Thom, René, Quelques propriétés globales des variétés différentiables, Comment. Math. Helv. 28, 17-86 (1954). ZBL0057.15502.

(Nowadays some people, myself included, might call this cobordism of embeddings.)

The discussion starts with the definition on page 71. At the bottom of page 74 you find the statement that (assuming everything is oriented) in codimensions $1$ or $2$, two submanifolds are $L$-equivalent if and only if they are homologous. This is slightly stronger than what you ask (since homotopic implies homologous, but not the other way round).

In general it should be possible to find embeddings which are homotopic but not $L$-equivalent. Note that $L$-equivalence classes of codimension $k$ embeddings in $X$ are in one-to one correspondence with homotopy classes of maps from $X$ to the Thom space $MSO(k)$ (in the oriented case, or $MO(k)$ forgetting orientations) so finding such examples involves studying the unstable homotopy of Thom spaces.

Edit: I must have learnt this from Thom's paper, as I can't think of a canonical reference in English. This is the basic Pontrjagin-Thom construction, so it should be in many textbooks.

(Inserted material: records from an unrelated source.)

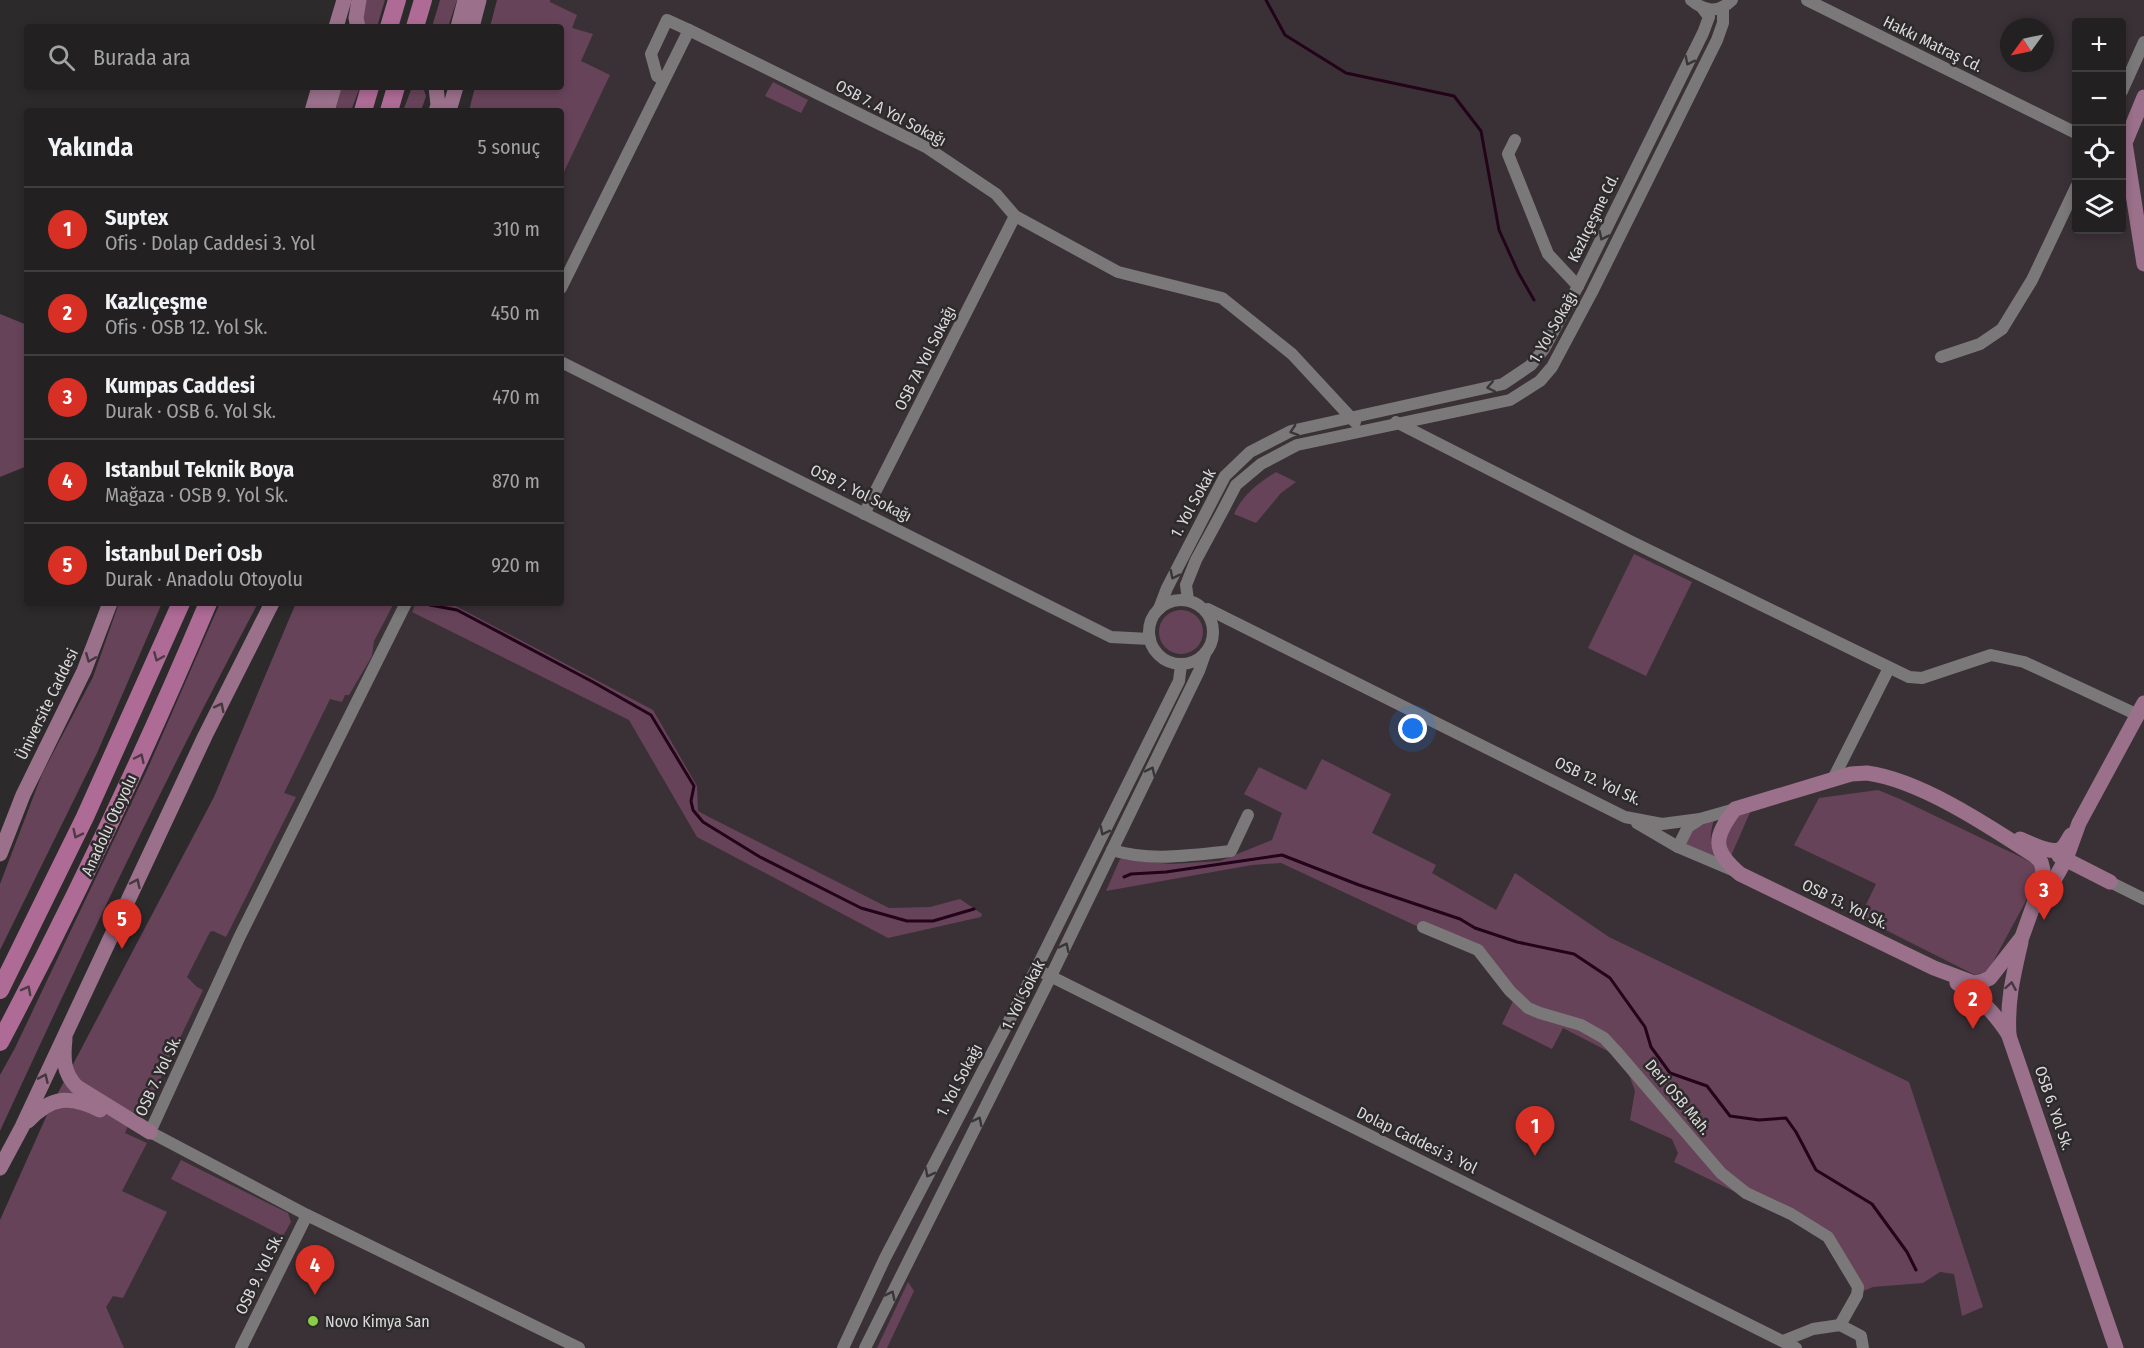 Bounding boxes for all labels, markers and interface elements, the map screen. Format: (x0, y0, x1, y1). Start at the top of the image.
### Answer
street label: Hakkı Matraş Cd. (1880, 12, 1986, 76)
north arrow (2000, 18, 2054, 72)
map controls (2072, 18, 2126, 234)
button: + (2072, 18, 2126, 72)
search box (24, 24, 564, 90)
icon: search (45, 41, 78, 74)
text: Burada ara (93, 44, 191, 71)
one-way arrow (1685, 55, 1696, 66)
button: − (2072, 72, 2126, 126)
street label: OSB 7. A Yol Sokağı (832, 76, 950, 150)
button: locate (2072, 126, 2126, 180)
text: Yakında (48, 132, 133, 163)
text: 5 sonuç (478, 135, 540, 159)
street label: Kazlıçeşme Cd. (1563, 171, 1623, 265)
button: layers (2072, 180, 2126, 234)
text: Suptex (105, 204, 168, 231)
text: 1 (63, 217, 72, 241)
text: 310 m (493, 217, 540, 241)
one-way arrow (1598, 230, 1610, 241)
text: Ofis · Dolap Caddesi 3. Yol (105, 231, 315, 255)
text: Kazlıçeşme (105, 288, 207, 315)
street label: 1. Yol Sokağı (1525, 288, 1581, 366)
text: 2 (63, 301, 72, 325)
text: 450 m (491, 301, 540, 325)
street label: OSB 7A Yol Sokağı (890, 302, 960, 414)
text: Ofis · OSB 12. Yol Sk. (105, 315, 267, 339)
text: Kumpas Caddesi (105, 372, 255, 399)
one-way arrow (1486, 380, 1496, 393)
text: 3 (63, 385, 72, 409)
text: 470 m (492, 385, 540, 409)
text: Durak · OSB 6. Yol Sk. (105, 399, 276, 423)
one-way arrow (1289, 424, 1300, 436)
text: Istanbul Teknik Boya (105, 456, 294, 483)
street label: OSB 7. Yol Sokağı (807, 460, 915, 526)
street label: 1. Yol Sokak (1166, 465, 1220, 541)
text: 4 (62, 469, 73, 493)
text: 870 m (492, 469, 540, 493)
text: Mağaza · OSB 9. Yol Sk. (105, 483, 288, 507)
text: İstanbul Deri Osb (105, 540, 263, 567)
text: 5 (63, 553, 72, 577)
text: 920 m (491, 553, 540, 577)
text: Durak · Anadolu Otoyolu (105, 567, 303, 591)
one-way arrow (1170, 568, 1181, 579)
street label: Üniversite Caddesi (12, 645, 82, 763)
one-way arrow (153, 651, 165, 662)
one-way arrow (85, 652, 97, 663)
one-way arrow (213, 702, 224, 713)
your location (1398, 714, 1427, 743)
street label: OSB 12. Yol Sk. (1552, 753, 1644, 809)
one-way arrow (133, 754, 145, 765)
one-way arrow (1143, 767, 1155, 778)
street label: Anadolu Otoyolu (77, 771, 141, 879)
one-way arrow (1099, 825, 1111, 836)
one-way arrow (73, 828, 85, 839)
pin: 3 (2024, 870, 2064, 920)
street label: OSB 13. Yol Sk. (1799, 875, 1891, 933)
one-way arrow (128, 878, 140, 889)
pin: 5 (102, 900, 142, 949)
one-way arrow (1058, 942, 1070, 953)
street label: 1. Yol Sokak (997, 956, 1049, 1033)
pin: 2 (1954, 980, 1992, 1029)
one-way arrow (2004, 981, 2017, 991)
one-way arrow (20, 986, 31, 996)
street label: OSB 7. Yol Sk. (131, 1033, 185, 1119)
street label: 1. Yol Sokağı (932, 1040, 986, 1120)
street label: Deri OSB Mah. (1641, 1056, 1715, 1138)
street label: OSB 6. Yol Sk. (2031, 1063, 2077, 1153)
one-way arrow (37, 1074, 49, 1085)
street label: Dolap Caddesi 3. Yol (1354, 1103, 1480, 1177)
pin: 1 (1516, 1106, 1555, 1156)
one-way arrow (971, 1117, 982, 1127)
one-way arrow (925, 1167, 936, 1177)
street label: OSB 9. Yol Sk. (231, 1230, 287, 1318)
pin: 4 (296, 1246, 334, 1295)
one-way arrow (883, 1291, 895, 1302)
place label: Novo Kimya San (325, 1312, 430, 1331)
marker: Novo Kimya San (306, 1314, 320, 1328)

An expository paper (in English) is here.

It should be noted that the statement that two codimension $2$ oriented embeddings in an oriented $n$-manifold $X$ are cobordant if and only if they are homologous is down to the (somewhat miraculous, in my opinion) fact that $MSO(2)\simeq \mathbb{C}P^\infty$ is an Eilenberg-Mac Lane space $K(\mathbb{Z},2)$. Then there are isomorphisms $$ [X,MSO(2)]\cong [X,K(\mathbb{Z},2)]\cong H^2(X;\mathbb{Z})\cong H_{n-2}(X;\mathbb{Z}), $$ the last being Poincaré duality.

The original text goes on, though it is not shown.